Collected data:
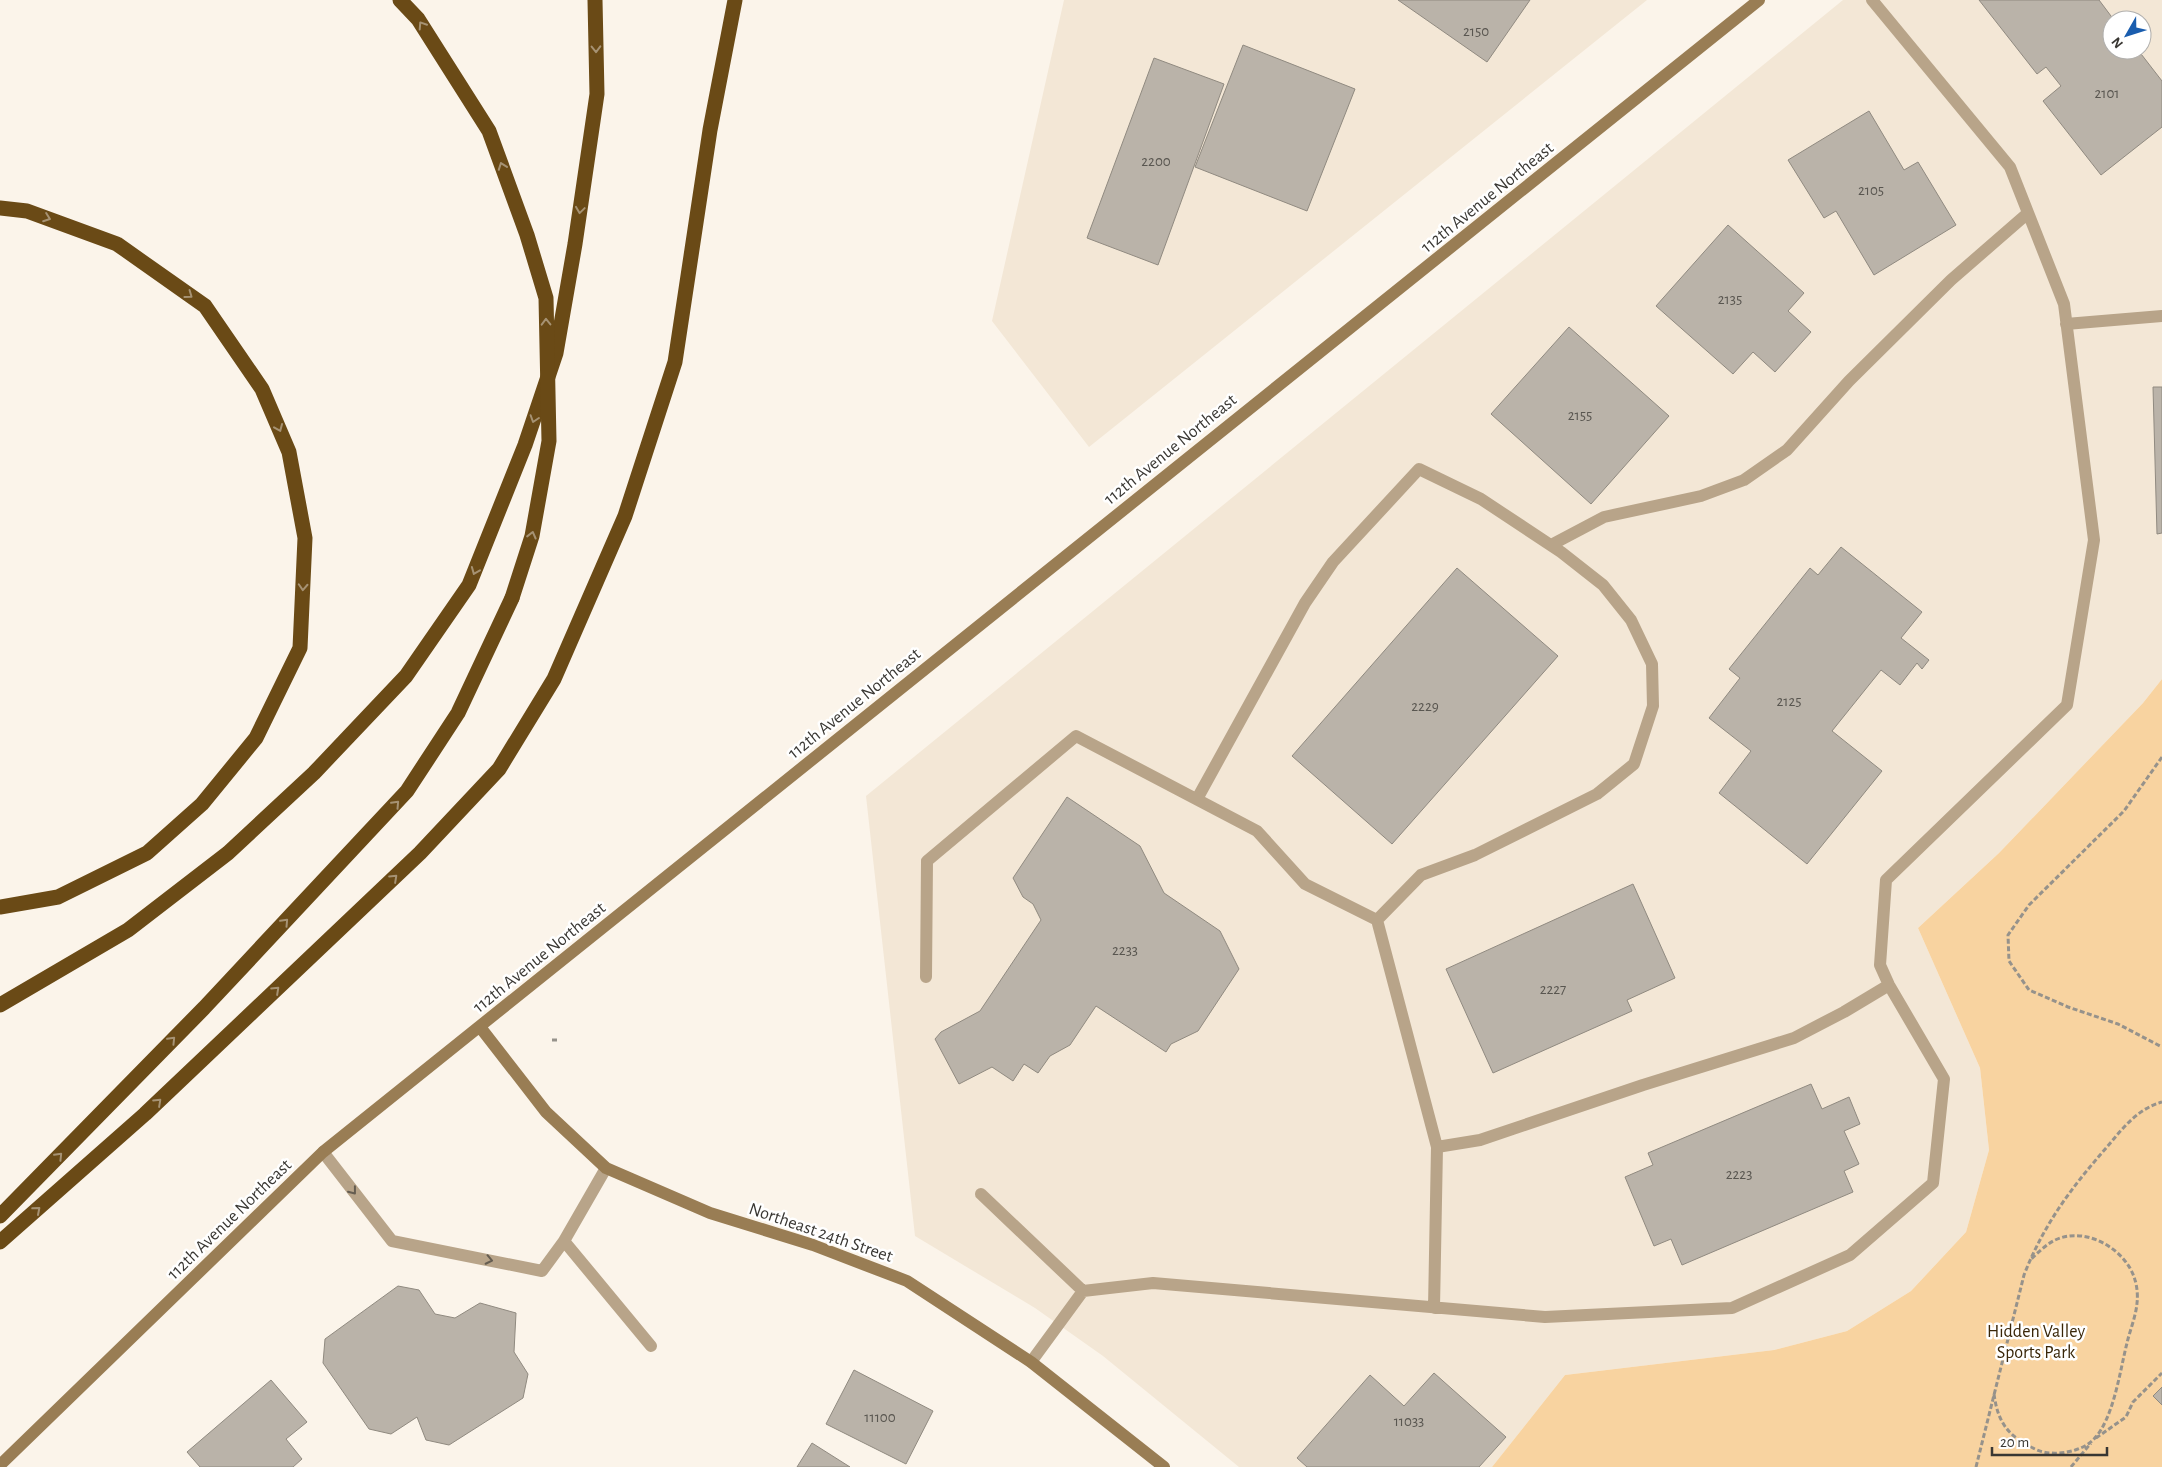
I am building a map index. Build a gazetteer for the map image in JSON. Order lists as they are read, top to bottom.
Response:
{
  "streets": {
    "main road": ["112th Avenue Northeast", "Northeast 24th Street"]
  },
  "crossings": [
    ["112th Avenue Northeast", "Northeast 24th Street"]
  ],
  "parks": ["Hidden Valley Sports Park"],
  "house_numbers": [
    "2150",
    "2101",
    "2200",
    "2105",
    "2135",
    "2155",
    "2125",
    "2229",
    "2233",
    "2227",
    "2223",
    "11100",
    "11033"
  ],
  "scale_bar": "20 m",
  "north": "bottom left"
}
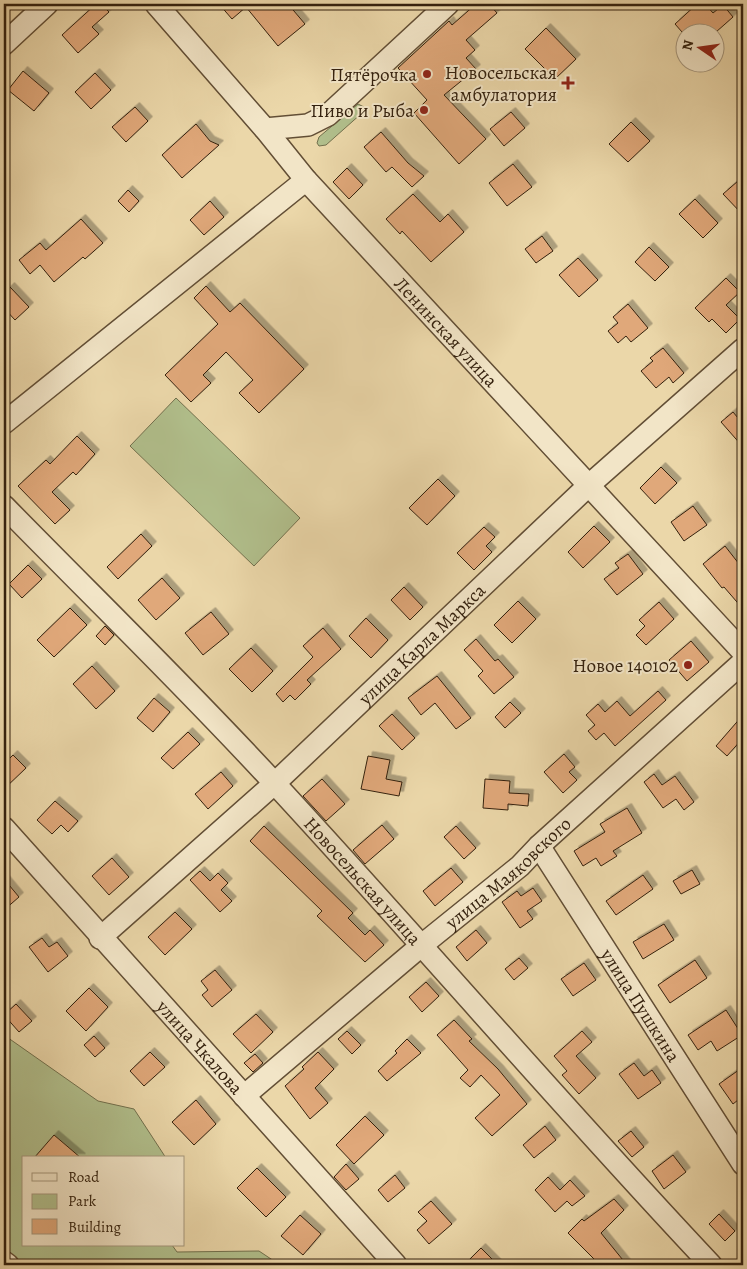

_Action item:_
Drop the images; return the entries above exactly as they appear.

_Problem solution:_
I am building a map index. Build a gazetteer for the map image in JSON. Order lists as they are read, top to bottom.
Response:
{
  "streets": {
    "main road": ["112th Avenue Northeast", "Northeast 24th Street"]
  },
  "crossings": [
    ["112th Avenue Northeast", "Northeast 24th Street"]
  ],
  "parks": ["Hidden Valley Sports Park"],
  "house_numbers": [
    "2150",
    "2101",
    "2200",
    "2105",
    "2135",
    "2155",
    "2125",
    "2229",
    "2233",
    "2227",
    "2223",
    "11100",
    "11033"
  ],
  "scale_bar": "20 m",
  "north": "bottom left"
}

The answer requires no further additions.